Unit Test examples available

Unit Test examples available

Old forum URL: forums.lhotka.net/forums/t/3815.aspx


SethSpearman posted on Tuesday, October 30, 2007

I have completed the creation of my 3 sample BO objects (Meeting-->AgendaItems>AgendaItem) and they are all working well

Which leads me to REALLY want to polish the unit testing and how that should work.  I  read the long post from a few years on Unit Testing and that was somewhat helpful.  Mostly it confirms that the way I have decided to do this is not all wrong.  Namely that I have indepent test that test all the CRUD procedures against the biz objects.  Now I would like to polish that.  How do you setup the testing of child collections?  Do you create a test class for each bizobject?  Do you also test for children there or do you set up separate testing for the child objest (which first create a parent object)?  How do you determine what data to add?  Random or what pops into your head? 

David D you mentioned that you use an abstract base class and then override for each BizObject.  (Or perhaps another one of you)...Would you be willing to post some sample code (pehaps the abstract and one BO class) that I could look at on how to do that.  I am still new to OO design (which is why working with CSLA has been so powerfully educational to me) and I have an idea of what it would look like but seeing it would be great and help/confirm I am going in the right direction.

Thanks for all you guys who helps us folks out.  You are appreciated.

Seth B Spearman

DavidDilworth replied on Wednesday, October 31, 2007

IMO a child collection is part of the root BO.  Therefore any tests for it would be considered part of the "unit tests" for the root BO. 

Whether you create the tests in a separate class or not is down to personal choice and preferred style.  For example, our current standard is to use the name of the BO as a namespace and have classes for each of the "units" we test.  See the ProjectTracker.Tests project on CodePlex for an example of what I mean.
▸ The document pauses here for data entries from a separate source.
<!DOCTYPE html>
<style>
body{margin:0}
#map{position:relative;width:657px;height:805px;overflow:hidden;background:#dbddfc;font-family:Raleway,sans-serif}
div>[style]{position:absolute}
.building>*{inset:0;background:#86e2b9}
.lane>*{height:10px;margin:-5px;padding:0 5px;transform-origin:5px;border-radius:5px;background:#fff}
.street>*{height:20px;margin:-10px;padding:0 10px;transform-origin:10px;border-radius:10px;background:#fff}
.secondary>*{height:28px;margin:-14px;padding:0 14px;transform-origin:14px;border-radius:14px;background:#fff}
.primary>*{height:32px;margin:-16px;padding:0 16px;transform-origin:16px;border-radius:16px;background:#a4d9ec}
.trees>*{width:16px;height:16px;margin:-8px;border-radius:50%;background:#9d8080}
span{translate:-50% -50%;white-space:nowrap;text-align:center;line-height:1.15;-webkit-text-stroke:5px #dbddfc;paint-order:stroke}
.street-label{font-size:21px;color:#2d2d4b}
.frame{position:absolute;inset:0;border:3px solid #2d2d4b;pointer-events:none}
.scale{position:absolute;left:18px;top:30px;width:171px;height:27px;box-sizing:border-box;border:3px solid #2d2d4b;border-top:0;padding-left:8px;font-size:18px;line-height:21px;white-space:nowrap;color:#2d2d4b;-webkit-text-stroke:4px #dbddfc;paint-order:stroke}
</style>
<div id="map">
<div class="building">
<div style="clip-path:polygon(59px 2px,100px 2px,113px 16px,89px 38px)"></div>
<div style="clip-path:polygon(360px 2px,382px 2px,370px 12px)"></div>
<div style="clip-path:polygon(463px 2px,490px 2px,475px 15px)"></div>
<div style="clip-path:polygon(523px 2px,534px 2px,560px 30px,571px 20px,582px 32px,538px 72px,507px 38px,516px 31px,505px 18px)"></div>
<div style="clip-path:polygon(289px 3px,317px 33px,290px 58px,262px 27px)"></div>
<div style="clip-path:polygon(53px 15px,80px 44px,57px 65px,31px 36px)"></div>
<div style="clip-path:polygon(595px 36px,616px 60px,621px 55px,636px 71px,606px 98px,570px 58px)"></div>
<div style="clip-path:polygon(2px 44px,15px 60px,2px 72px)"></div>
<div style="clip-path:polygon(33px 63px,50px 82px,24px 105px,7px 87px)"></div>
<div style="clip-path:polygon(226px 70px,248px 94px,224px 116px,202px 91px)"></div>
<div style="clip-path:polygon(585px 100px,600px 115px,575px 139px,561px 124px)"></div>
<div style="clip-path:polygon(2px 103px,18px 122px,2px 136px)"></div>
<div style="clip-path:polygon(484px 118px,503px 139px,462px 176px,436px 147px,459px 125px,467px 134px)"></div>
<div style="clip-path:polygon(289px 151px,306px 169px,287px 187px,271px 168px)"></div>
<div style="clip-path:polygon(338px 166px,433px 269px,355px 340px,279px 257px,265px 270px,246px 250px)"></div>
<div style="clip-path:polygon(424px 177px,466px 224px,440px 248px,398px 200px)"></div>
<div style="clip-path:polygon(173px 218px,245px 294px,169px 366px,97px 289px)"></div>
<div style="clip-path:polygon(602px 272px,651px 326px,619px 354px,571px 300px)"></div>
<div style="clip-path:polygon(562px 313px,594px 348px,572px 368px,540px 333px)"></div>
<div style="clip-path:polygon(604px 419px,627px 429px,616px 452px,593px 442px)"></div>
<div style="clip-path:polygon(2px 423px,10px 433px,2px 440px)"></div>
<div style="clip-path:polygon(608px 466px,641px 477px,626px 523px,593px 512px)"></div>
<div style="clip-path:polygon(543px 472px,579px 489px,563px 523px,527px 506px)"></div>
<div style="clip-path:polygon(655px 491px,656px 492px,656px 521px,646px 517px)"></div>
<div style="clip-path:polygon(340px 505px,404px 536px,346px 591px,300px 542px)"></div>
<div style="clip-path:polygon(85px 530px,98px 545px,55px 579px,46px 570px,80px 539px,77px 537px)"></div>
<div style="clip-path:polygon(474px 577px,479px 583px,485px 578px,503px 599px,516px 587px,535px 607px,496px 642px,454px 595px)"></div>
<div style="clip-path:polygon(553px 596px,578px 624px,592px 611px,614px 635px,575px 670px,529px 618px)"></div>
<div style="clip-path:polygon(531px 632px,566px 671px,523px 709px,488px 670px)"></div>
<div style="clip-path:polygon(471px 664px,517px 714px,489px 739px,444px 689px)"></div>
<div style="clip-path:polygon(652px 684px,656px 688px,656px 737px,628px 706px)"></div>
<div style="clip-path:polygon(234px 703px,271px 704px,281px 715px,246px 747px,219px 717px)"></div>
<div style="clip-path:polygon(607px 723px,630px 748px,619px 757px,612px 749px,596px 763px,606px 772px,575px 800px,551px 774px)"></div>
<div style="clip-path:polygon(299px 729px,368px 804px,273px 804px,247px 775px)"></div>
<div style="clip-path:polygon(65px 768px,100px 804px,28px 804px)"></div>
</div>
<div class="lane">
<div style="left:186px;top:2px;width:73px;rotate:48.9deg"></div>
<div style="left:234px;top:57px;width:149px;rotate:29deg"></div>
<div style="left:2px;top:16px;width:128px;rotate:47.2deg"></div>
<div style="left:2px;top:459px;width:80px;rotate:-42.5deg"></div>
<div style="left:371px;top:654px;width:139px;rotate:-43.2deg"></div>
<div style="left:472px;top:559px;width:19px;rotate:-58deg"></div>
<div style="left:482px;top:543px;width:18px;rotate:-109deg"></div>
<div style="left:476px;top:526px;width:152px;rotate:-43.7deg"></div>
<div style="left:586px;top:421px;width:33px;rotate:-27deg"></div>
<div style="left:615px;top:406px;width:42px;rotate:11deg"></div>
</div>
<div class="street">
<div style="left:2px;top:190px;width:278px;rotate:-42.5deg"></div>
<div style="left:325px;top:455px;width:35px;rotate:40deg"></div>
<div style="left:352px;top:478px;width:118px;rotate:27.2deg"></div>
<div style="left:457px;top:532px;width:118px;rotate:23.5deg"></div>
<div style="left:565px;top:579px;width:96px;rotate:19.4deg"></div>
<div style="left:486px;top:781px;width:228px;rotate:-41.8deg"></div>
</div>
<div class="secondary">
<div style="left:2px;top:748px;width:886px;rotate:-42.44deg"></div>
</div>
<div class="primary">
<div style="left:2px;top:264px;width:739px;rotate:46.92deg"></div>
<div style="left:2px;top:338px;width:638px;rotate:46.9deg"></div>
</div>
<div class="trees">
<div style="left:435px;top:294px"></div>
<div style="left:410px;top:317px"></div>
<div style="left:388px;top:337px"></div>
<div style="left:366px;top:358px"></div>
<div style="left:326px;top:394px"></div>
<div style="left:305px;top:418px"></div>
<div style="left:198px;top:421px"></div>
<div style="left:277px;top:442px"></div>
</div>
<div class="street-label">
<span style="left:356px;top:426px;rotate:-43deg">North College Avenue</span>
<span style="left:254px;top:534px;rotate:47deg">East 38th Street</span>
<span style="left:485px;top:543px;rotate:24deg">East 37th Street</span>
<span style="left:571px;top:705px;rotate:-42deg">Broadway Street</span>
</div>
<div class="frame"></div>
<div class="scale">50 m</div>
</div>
What data you choose to use is again down to personal choice and style. 

If the "unit" you are testing is an Add(item) method, then what data you use inside the item is mostly irrelevant.  The real tests should be concerned with what happens if you pass a null reference versus what happens if you pass a valid object reference.

However, if the "unit" you are testing is a property setter then the data you choose may be critical to ensure that you get the coverage of all boundary conditions.  By that I mean, what happens with null references, empty strings, zero or negative numbers.  Usually, this kind of data input should trigger something to happen.

Before you jump into abstract test base classes I would suggest you write a bunch of unit tests first  and see what kind of tests you write and how you structure them.

And then when you've got a few of them you might see some patterns emerging.  This should then lend itself to a refactoring exercise to create some common reusable code.  That might be in the form of helper methods, base classes, code generation templates, snippets, etc.

That way you'll end up with stuff that is right for you work and fits your style.

 

SethSpearman replied on Wednesday, October 31, 2007

Thanks David,

That's good advice.  I especially like knowing that it is ok to test eht child objects in the tests for the parent. 

I have already written some unit tests.  On the whole abstraction thing I REALLY want to create as much that is reusable as possible.  I just need to figture out how to get the object members into it since they are going to change from object to object.  That is what is appealing about the abstraction. 

Can you post an URL for the ProjectTracker.Tests...I couldn't find it on codeplex.

Seth

DavidDilworth replied on Wednesday, October 31, 2007

It's in the CSLAContrib repository on CodePlex.  Go to the "Source Code" tab and have a look down the list until you see the NUnit test project.